» RECORDED DATA:
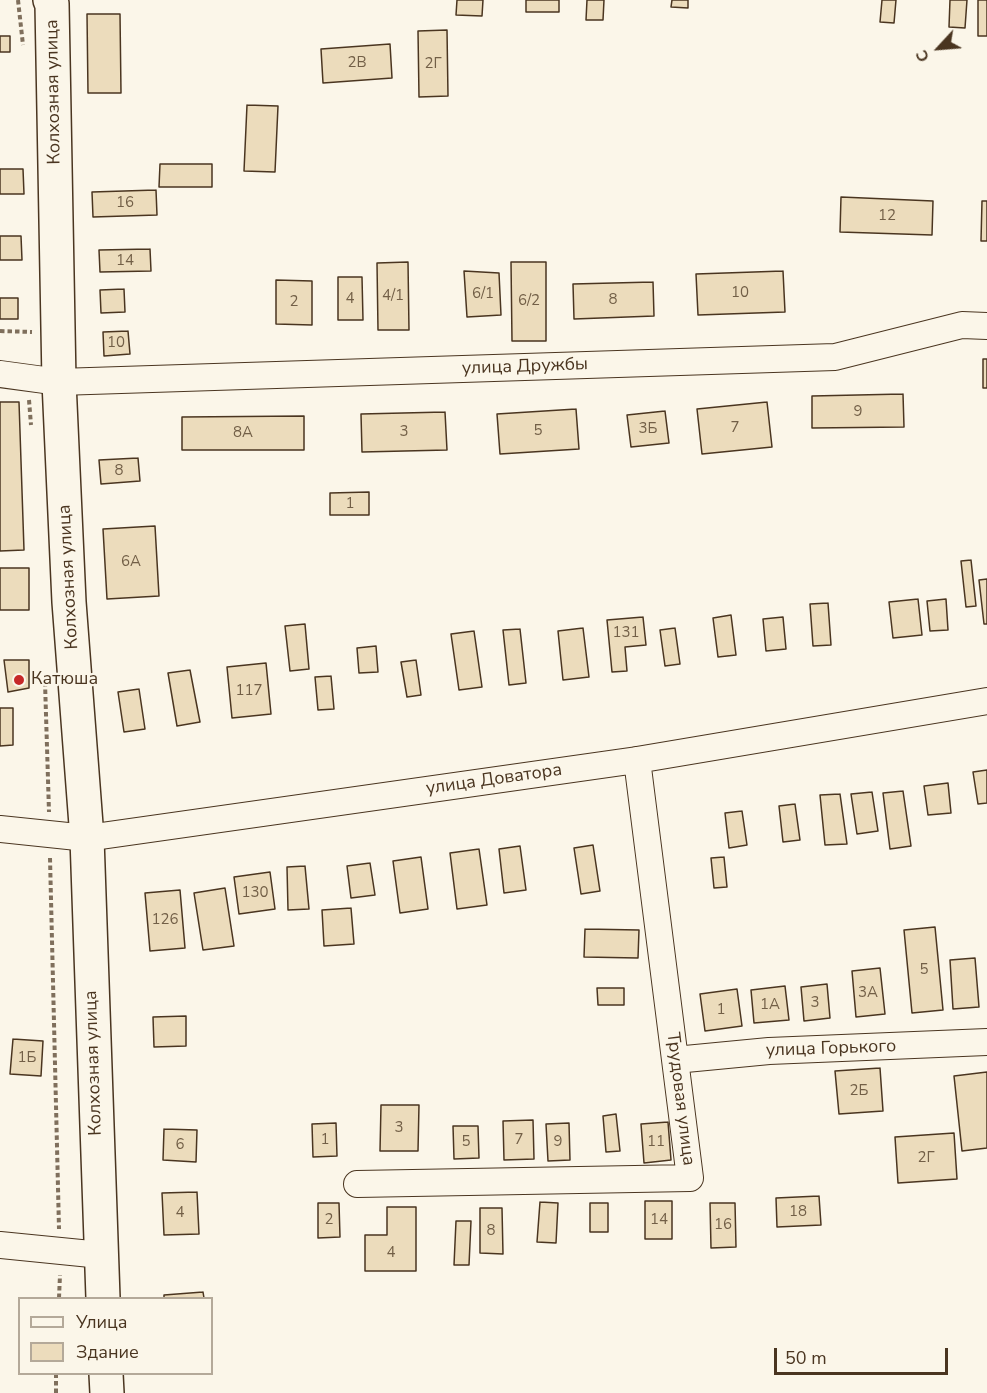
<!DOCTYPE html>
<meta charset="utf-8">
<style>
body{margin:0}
#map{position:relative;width:987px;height:1393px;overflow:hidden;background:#fbf6e9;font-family:"Nunito Sans",sans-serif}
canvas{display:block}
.legend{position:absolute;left:18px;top:1297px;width:195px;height:78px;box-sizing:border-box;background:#fbf6e9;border:2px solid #b4a999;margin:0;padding:8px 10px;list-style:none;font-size:18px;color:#4a3520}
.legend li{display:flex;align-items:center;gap:12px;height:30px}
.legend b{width:30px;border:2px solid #b4a999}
.north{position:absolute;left:909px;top:18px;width:60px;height:60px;-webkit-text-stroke:4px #fbf6e9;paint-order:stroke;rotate:244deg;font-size:16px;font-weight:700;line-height:24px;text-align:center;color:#4a3520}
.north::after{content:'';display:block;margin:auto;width:21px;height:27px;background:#4a3520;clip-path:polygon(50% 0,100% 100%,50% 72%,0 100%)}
.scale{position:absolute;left:774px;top:1348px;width:174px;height:27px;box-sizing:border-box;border:3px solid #4a3520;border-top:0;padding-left:8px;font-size:18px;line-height:21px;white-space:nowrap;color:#4a3520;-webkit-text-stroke:4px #fbf6e9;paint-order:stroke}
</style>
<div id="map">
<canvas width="987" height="1393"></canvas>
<ul class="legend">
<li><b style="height:8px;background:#fbf6e9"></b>Улица</li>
<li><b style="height:16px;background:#ecdcbc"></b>Здание</li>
</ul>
<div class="north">С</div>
<div class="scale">50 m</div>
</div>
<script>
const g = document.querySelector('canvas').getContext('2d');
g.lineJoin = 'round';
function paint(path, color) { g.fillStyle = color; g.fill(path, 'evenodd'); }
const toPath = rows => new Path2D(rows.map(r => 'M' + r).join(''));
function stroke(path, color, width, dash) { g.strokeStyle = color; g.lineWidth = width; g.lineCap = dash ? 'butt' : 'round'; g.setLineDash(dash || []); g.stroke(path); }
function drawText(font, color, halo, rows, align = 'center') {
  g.font = font + ' "Nunito Sans",sans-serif'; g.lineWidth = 4.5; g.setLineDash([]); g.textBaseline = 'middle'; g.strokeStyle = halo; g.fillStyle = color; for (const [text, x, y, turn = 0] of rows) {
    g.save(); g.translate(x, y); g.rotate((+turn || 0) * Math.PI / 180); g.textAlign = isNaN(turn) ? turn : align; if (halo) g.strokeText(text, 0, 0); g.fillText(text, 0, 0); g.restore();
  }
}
const building = toPath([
 [457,0,483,0,482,16,456,15,457,0],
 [526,0,559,0,559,12,526,12,526,0],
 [587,0,604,0,603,20,586,20,587,0],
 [672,0,688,0,688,8,671,7,672,0],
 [882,0,896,0,894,23,880,22,882,0],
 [950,0,967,0,965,28,949,27,950,0],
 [978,0,987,0,987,36,978,36,978,0],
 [87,14,120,14,121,93,88,93,87,14],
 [447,30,448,96,419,97,418,31,447,30],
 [0,36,10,36,10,52,0,52,0,36],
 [390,44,392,78,323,83,321,49,390,44],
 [247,105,278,106,275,172,244,171,247,105],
 [160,164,212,164,212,187,159,187,160,164],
 [0,169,23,169,24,194,0,194,0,169],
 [156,190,157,215,93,217,92,192,156,190],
 [841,197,933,201,932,235,840,232,841,197],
 [982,201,987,201,987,241,981,241,982,201],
 [0,236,21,236,22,260,0,260,0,236],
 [150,249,151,271,100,272,99,250,150,249],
 [408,262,409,330,378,330,377,263,408,262],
 [511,262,546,262,546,341,512,341,511,262],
 [464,271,499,273,501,315,467,317,464,271],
 [783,271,785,312,698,315,696,274,783,271],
 [338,277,362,277,363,320,338,320,338,277],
 [276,280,312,281,312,325,276,324,276,280],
 [653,282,654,316,574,319,573,284,653,282],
 [124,289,125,312,101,313,100,290,124,289],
 [0,298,18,298,18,319,0,319,0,298],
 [128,331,130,354,104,356,103,332,128,331],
 [983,359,987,359,987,388,983,388,983,359],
 [903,394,904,427,812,428,812,396,903,394],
 [0,402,19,402,24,550,0,551,0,402],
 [767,402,772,447,702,454,697,409,767,402],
 [576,409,579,449,500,454,497,414,576,409],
 [665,411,669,443,631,447,627,415,665,411],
 [445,412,447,450,362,452,361,414,445,412],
 [304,416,304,450,182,450,182,417,304,416],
 [138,458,140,481,101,484,99,460,138,458],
 [369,492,369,515,330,515,330,493,369,492],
 [155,526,159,596,107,599,103,529,155,526],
 [971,560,976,606,966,607,961,561,971,560],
 [0,568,29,568,29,610,0,610,0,568],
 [987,579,987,624,984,624,979,580,987,579],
 [918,599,922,635,893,638,889,602,918,599],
 [946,599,948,630,930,631,927,601,946,599],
 [828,603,831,645,813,646,810,604,828,603],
 [731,615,736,655,718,657,713,618,731,615],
 [643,617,646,645,625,647,627,671,612,672,607,620,643,617],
 [783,617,786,649,766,651,763,619,783,617],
 [305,624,309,669,290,671,285,626,305,624],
 [583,628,589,677,563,680,558,631,583,628],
 [675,628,680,664,665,666,660,630,675,628],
 [520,629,526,683,509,685,503,630,520,629],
 [474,631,482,687,459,690,451,634,474,631],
 [376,646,378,672,359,673,357,648,376,646],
 [4,660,29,660,29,688,8,692,4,660],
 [416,660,421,695,407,697,401,662,416,660],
 [266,663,271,714,232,718,227,667,266,663],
 [190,670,200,722,177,726,168,673,190,670],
 [331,676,334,709,318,710,315,677,331,676],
 [139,689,145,729,124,732,118,692,139,689],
 [0,708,13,708,13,745,0,746,0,708],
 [987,770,987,803,978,804,973,772,987,770],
 [948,783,951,813,928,815,924,786,948,783],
 [903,791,911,846,890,849,883,793,903,791],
 [872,792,878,831,857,834,851,794,872,792],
 [840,794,847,844,825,845,820,795,840,794],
 [795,804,800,840,783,842,779,806,795,804],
 [742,811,747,845,729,848,725,813,742,811],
 [593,845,600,891,581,894,574,848,593,845],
 [520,846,526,890,504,893,499,849,520,846],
 [479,849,487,905,457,909,450,853,479,849],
 [421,857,428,909,400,913,393,861,421,857],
 [724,857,727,887,714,888,711,858,724,857],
 [370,863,375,895,351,898,347,866,370,863],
 [305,866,309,909,288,910,287,867,305,866],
 [270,872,275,909,239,914,234,877,270,872],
 [225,888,234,946,203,950,194,893,225,888],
 [180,890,185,948,150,951,145,893,180,890],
 [351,908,354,944,324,946,322,910,351,908],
 [935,927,943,1010,912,1013,904,930,935,927],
 [585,929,639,930,638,958,584,957,585,929],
 [975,958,979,1007,953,1009,950,960,975,958],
 [880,968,885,1014,856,1017,852,971,880,968],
 [827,984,830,1018,804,1021,801,987,827,984],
 [785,986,789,1020,754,1023,751,990,785,986],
 [597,988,624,988,624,1005,598,1005,597,988],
 [737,989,742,1026,705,1031,700,994,737,989],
 [186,1016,186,1046,154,1047,153,1017,186,1016],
 [13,1039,43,1041,41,1076,10,1074,13,1039],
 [880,1068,883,1111,839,1114,835,1071,880,1068],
 [987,1072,987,1148,962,1151,954,1076,987,1072],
 [381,1105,419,1105,418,1151,380,1151,381,1105],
 [616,1114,620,1151,606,1152,603,1116,616,1114],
 [533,1120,534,1159,504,1160,503,1121,533,1120],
 [668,1122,671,1160,644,1163,641,1124,668,1122],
 [336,1123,337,1156,313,1157,312,1124,336,1123],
 [569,1123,570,1160,548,1161,546,1124,569,1123],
 [453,1126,478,1126,479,1158,454,1159,453,1126],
 [164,1129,197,1130,196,1162,163,1160,164,1129],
 [954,1133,957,1179,898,1183,895,1137,954,1133],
 [197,1192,199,1234,164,1235,162,1193,197,1192],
 [819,1196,821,1225,777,1227,776,1198,819,1196],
 [645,1201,672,1201,672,1239,645,1239,645,1201],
 [540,1202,558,1203,556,1243,537,1242,540,1202],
 [318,1203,339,1203,340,1237,318,1238,318,1203],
 [590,1203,608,1203,608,1232,590,1232,590,1203],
 [710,1203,735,1203,736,1247,711,1248,710,1203],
 [387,1207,416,1207,416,1271,365,1271,365,1235,387,1235,387,1207],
 [480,1208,502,1208,503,1254,480,1253,480,1208],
 [456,1221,471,1221,469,1265,454,1265,456,1221],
 [203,1292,204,1298,164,1298,164,1295,203,1292]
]);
const path = toPath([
 [18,0,23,45],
 [0,331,32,332],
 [29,400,31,425],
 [45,682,49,812],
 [50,858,59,1229],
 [59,1298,60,1275],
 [56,1393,56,1374]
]);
const minor = toPath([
 [0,374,59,382,835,357,962,325,987,326],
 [0,829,87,838,637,760,987,701],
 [675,1060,769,1051,987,1042],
 [357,1184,690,1178,637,760],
 [0,1245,101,1255]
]);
const major = toPath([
 [50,0,52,4,59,382,69,602,87,838,103,1298],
 [106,1374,107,1393]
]);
const markers = [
 [19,680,6,"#c62828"]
];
const numberNames = [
 ["2В",357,63],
 ["2Г",433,64],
 ["16",125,203],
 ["12",887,216],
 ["14",125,261],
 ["10",740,293],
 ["6/1",483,294],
 ["4/1",393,296],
 ["4",350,299],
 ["8",613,300],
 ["6/2",529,301],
 ["2",294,302],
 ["10",116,343],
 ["9",858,412],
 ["7",735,428],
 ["3Б",648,429],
 ["5",538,431],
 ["3",404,432],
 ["8А",243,433],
 ["8",119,471],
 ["1",350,504],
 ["6А",131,562],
 ["131",626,633],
 ["117",249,691],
 ["130",255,893],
 ["126",165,920],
 ["5",924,970],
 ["3А",868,993],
 ["3",815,1003],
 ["1А",770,1005],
 ["1",721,1010],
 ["1Б",27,1058],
 ["2Б",859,1091],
 ["3",399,1128],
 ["1",325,1140],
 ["7",519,1140],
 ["5",466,1142],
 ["9",558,1142],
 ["11",656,1142],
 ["6",180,1145],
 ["2Г",926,1158],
 ["18",798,1212],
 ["4",180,1213],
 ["2",329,1220],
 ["14",659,1220],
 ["16",723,1225],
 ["8",491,1231],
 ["4",391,1253]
];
const streetNames = [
 ["Колхозная улица",54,92,-91],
 ["улица Дружбы",525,367,-2],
 ["Колхозная улица",69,577,-93],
 ["улица Доватора",494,780,-8],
 ["улица Горького",831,1049,-2],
 ["Колхозная улица",94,1063,-92],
 ["Трудовая улица",680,1099,83]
];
const poiNames = [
 ["Катюша",31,680]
];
paint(building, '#ecdcbc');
stroke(building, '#4a3520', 1.5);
stroke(minor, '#4a3520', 28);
stroke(major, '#4a3520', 36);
stroke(path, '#7f6f5c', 4, [4.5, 3]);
stroke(minor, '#fbf6e9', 26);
stroke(major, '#fbf6e9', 33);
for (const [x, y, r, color] of markers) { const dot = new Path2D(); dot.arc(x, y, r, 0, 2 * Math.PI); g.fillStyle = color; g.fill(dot); stroke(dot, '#fbf6e9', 2); }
drawText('15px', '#725f47', null, numberNames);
drawText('18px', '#4a3520', '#fbf6e9', streetNames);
drawText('18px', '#4a3520', '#fbf6e9', poiNames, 'left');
</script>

» AIM OF THE TASK: Respond with only the number of lines in the data that include the string "rows".

» WRITTEN ANSWER: 3